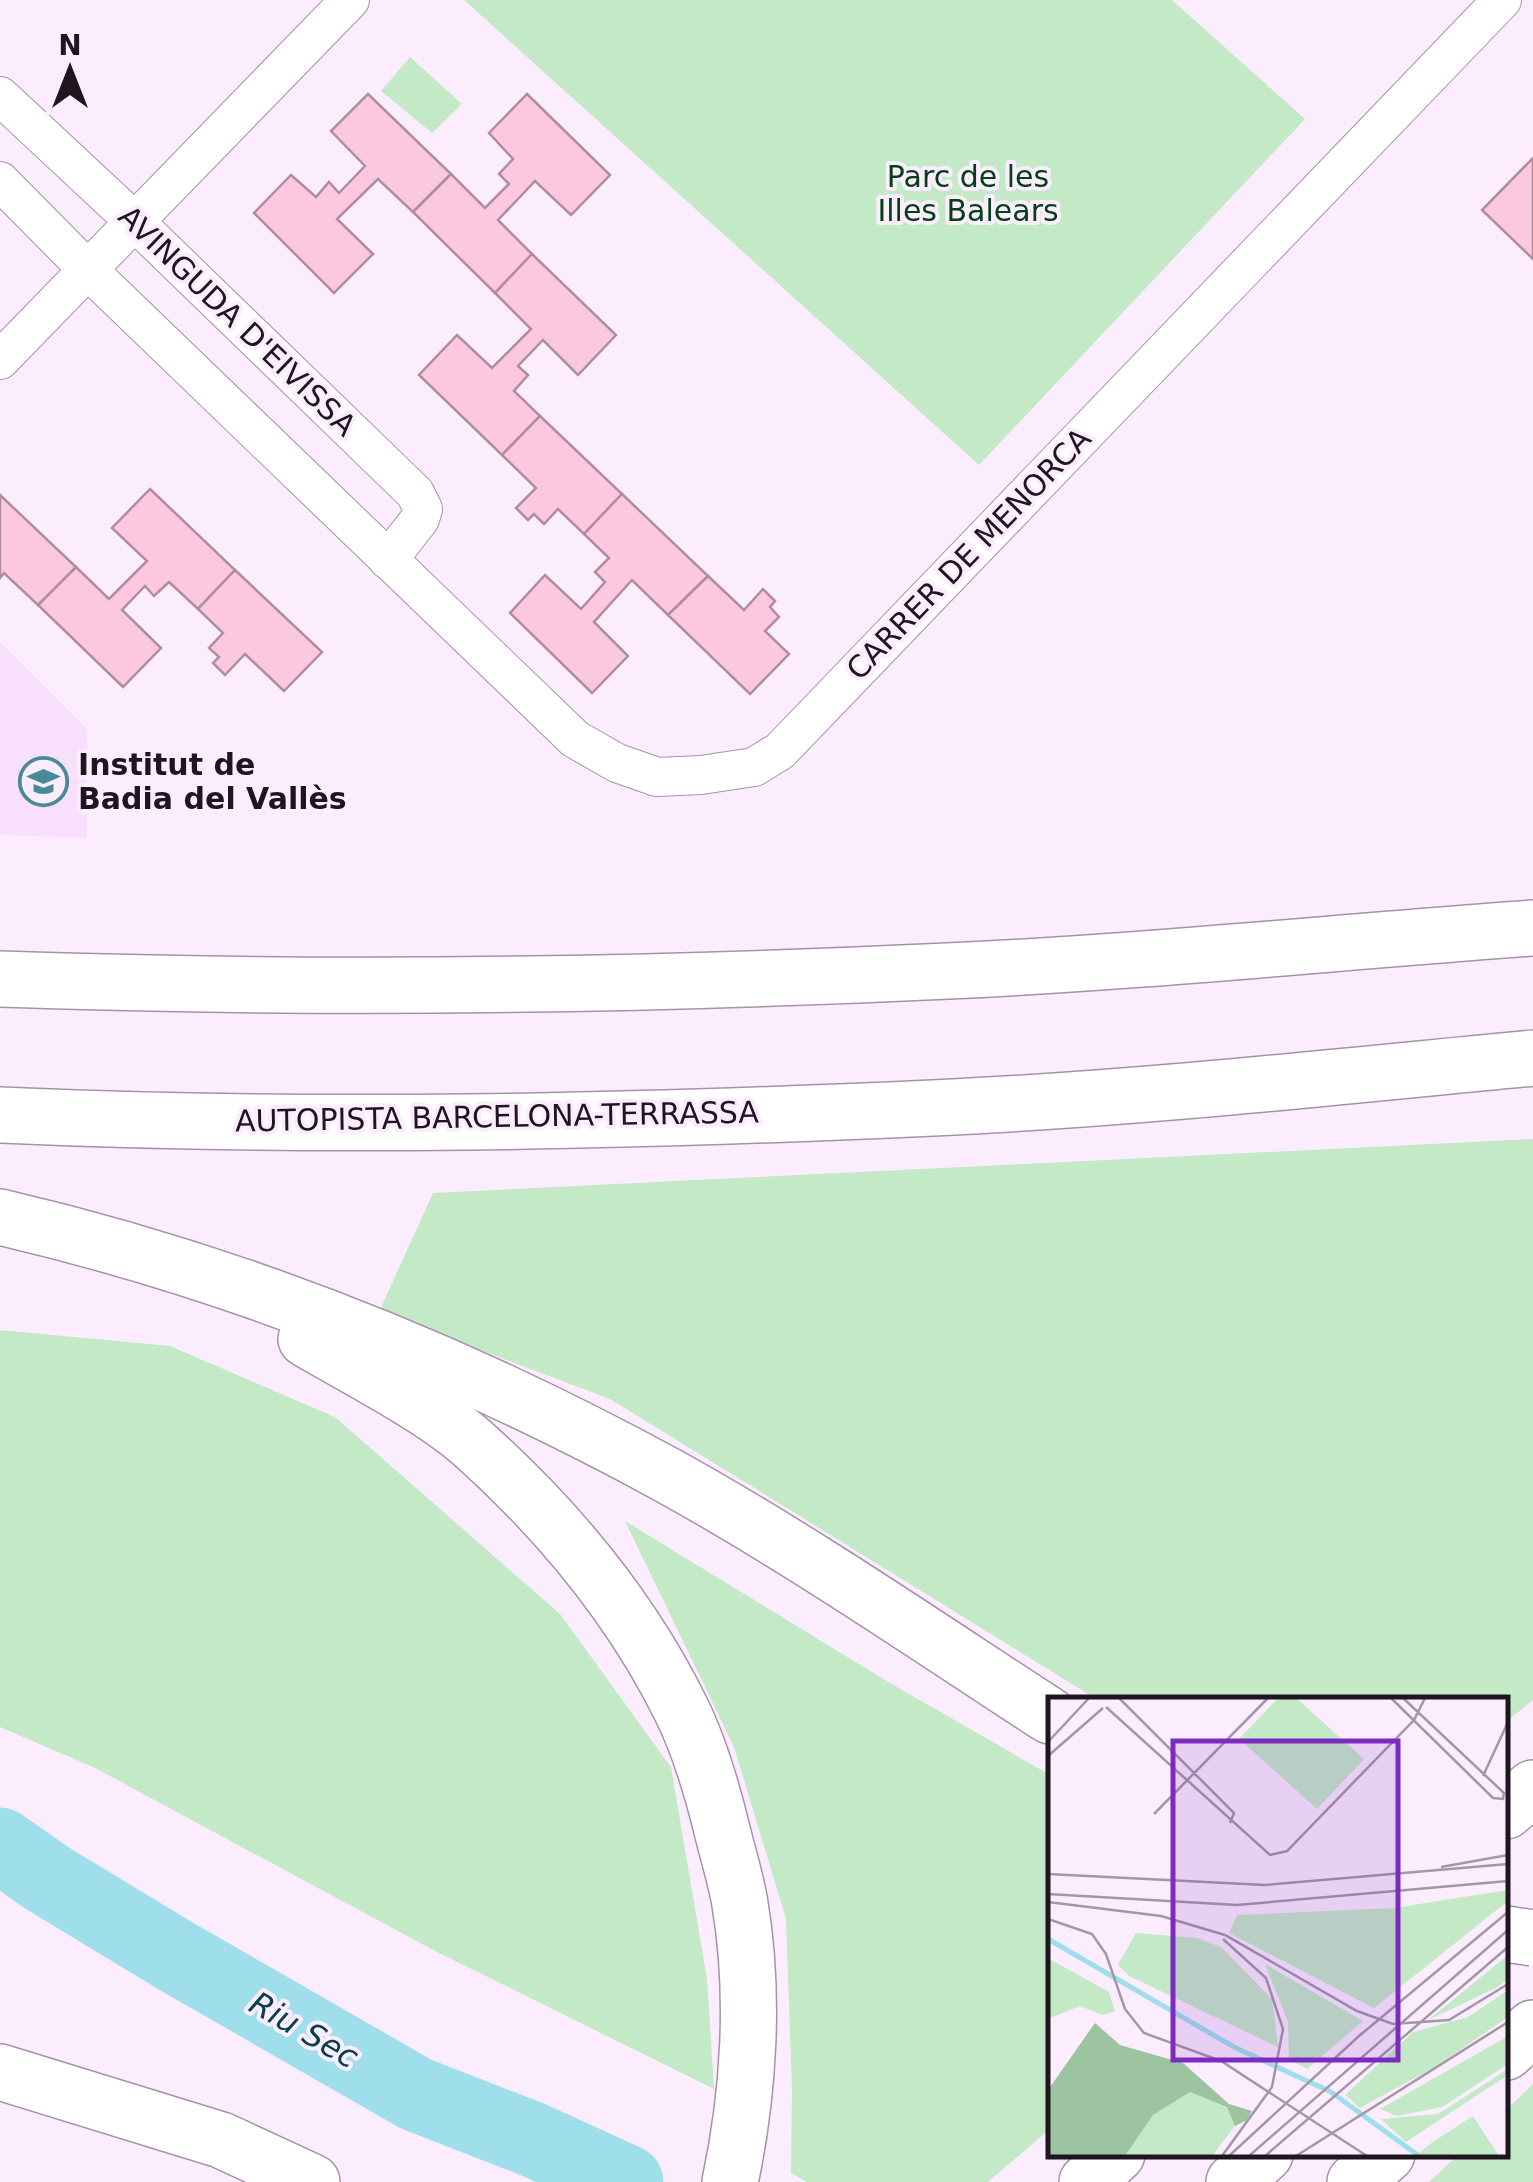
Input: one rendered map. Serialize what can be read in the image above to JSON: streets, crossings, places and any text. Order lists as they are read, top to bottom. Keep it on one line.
{"streets":{"main road":["AUTOPISTA BARCELONA-TERRASSA"],"street":["AVINGUDA D'EIVISSA","CARRER DE MENORCA"]},"crossings":[["AVINGUDA D'EIVISSA","CARRER DE MENORCA"]],"water":["Riu Sec"],"parks":["Parc de les Illes Balears"],"places":{"school or university":["Institut de Badia del Vallès"]},"north":"top"}
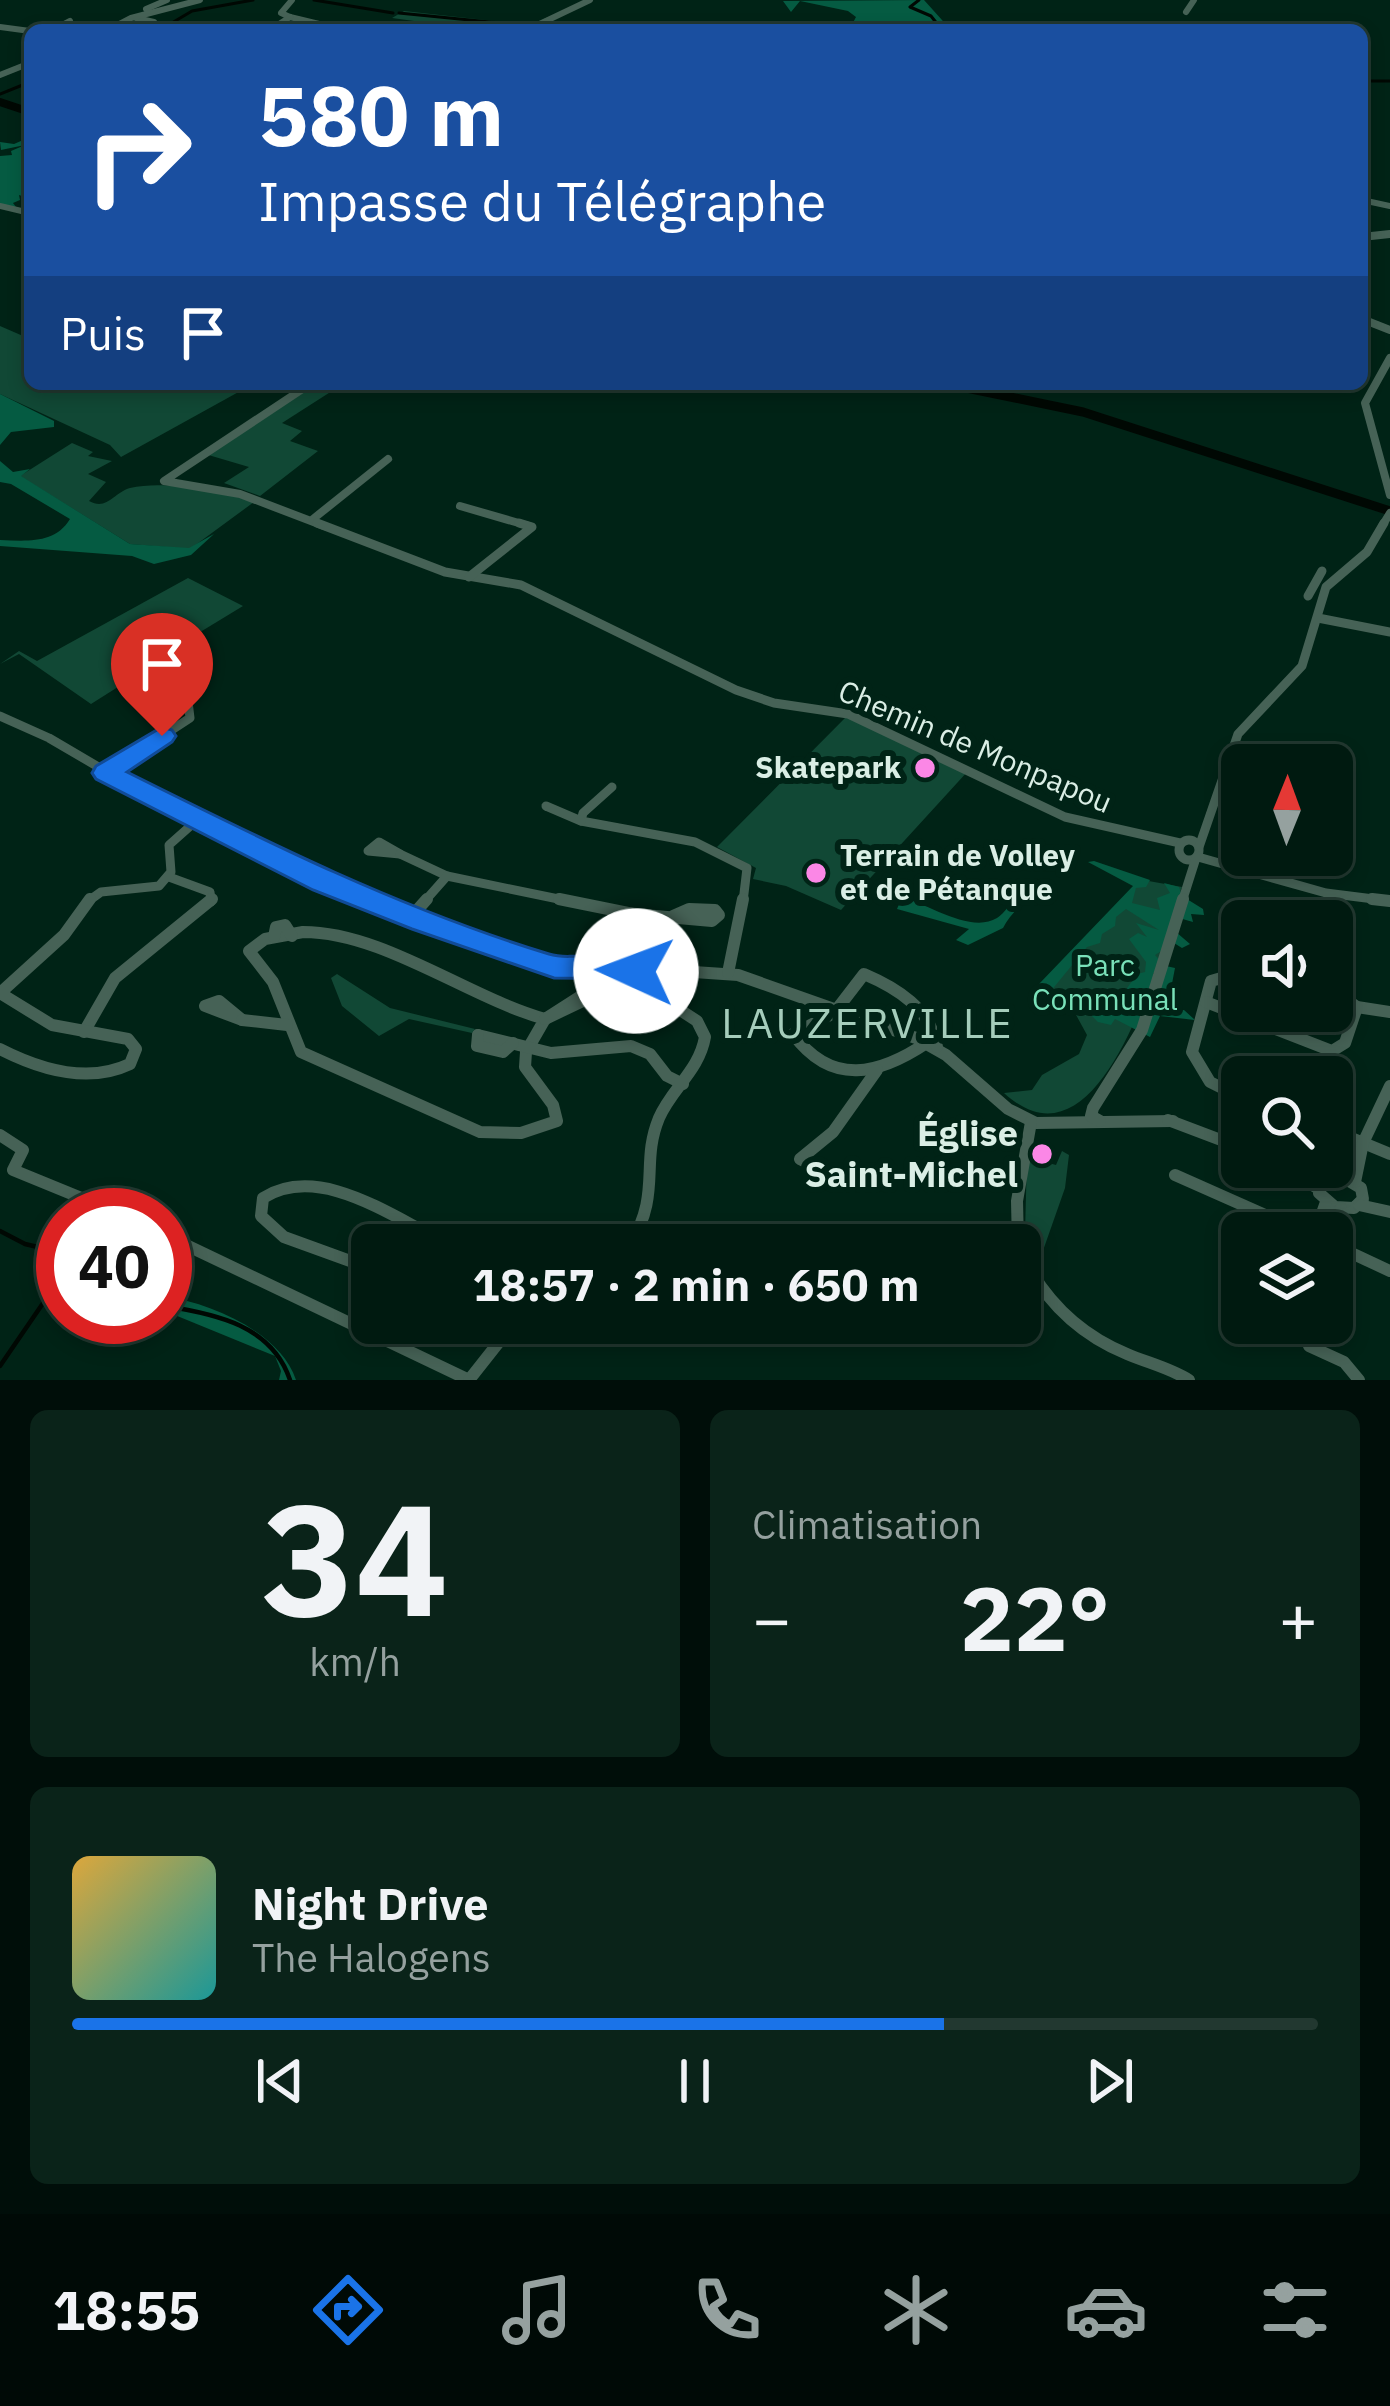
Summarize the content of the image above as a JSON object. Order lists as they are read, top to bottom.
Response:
{
  "streets": {
    "street": ["Chemin de Monpapou"]
  },
  "districts": ["LAUZERVILLE"],
  "parks": ["Parc Communal"],
  "places": ["Skatepark", "Terrain de Volley et de Pétanque", "Église Saint-Michel"],
  "north": "top",
  "page": {
    "turn": ["580 m", "Impasse du Télégraphe"],
    "then": "Puis",
    "limit": "40",
    "trip": "18:57 · 2 min · 650 m",
    "tile": [
      ["34", "km/h"],
      "Climatisation"
    ],
    "heat": ["−", "22°", "+"],
    "song": ["Night Drive", "The Halogens"],
    "tabs": "18:55"
  }
}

** How to complete this task **
With the pictures removed, copy the data above word for word.

** Result **
Input: one rendered map. Serialize what can be read in the image above to JSON: streets, crossings, places and any text. Order lists as they are read, top to bottom. Keep it on one line.
{"streets":{"main road":["AUTOPISTA BARCELONA-TERRASSA"],"street":["AVINGUDA D'EIVISSA","CARRER DE MENORCA"]},"crossings":[["AVINGUDA D'EIVISSA","CARRER DE MENORCA"]],"water":["Riu Sec"],"parks":["Parc de les Illes Balears"],"places":{"school or university":["Institut de Badia del Vallès"]},"north":"top"}
Summarize the content of the image above as a JSON object. Order lists as they are read, top to bottom.
Response:
{
  "streets": {
    "street": ["Chemin de Monpapou"]
  },
  "districts": ["LAUZERVILLE"],
  "parks": ["Parc Communal"],
  "places": ["Skatepark", "Terrain de Volley et de Pétanque", "Église Saint-Michel"],
  "north": "top",
  "page": {
    "turn": ["580 m", "Impasse du Télégraphe"],
    "then": "Puis",
    "limit": "40",
    "trip": "18:57 · 2 min · 650 m",
    "tile": [
      ["34", "km/h"],
      "Climatisation"
    ],
    "heat": ["−", "22°", "+"],
    "song": ["Night Drive", "The Halogens"],
    "tabs": "18:55"
  }
}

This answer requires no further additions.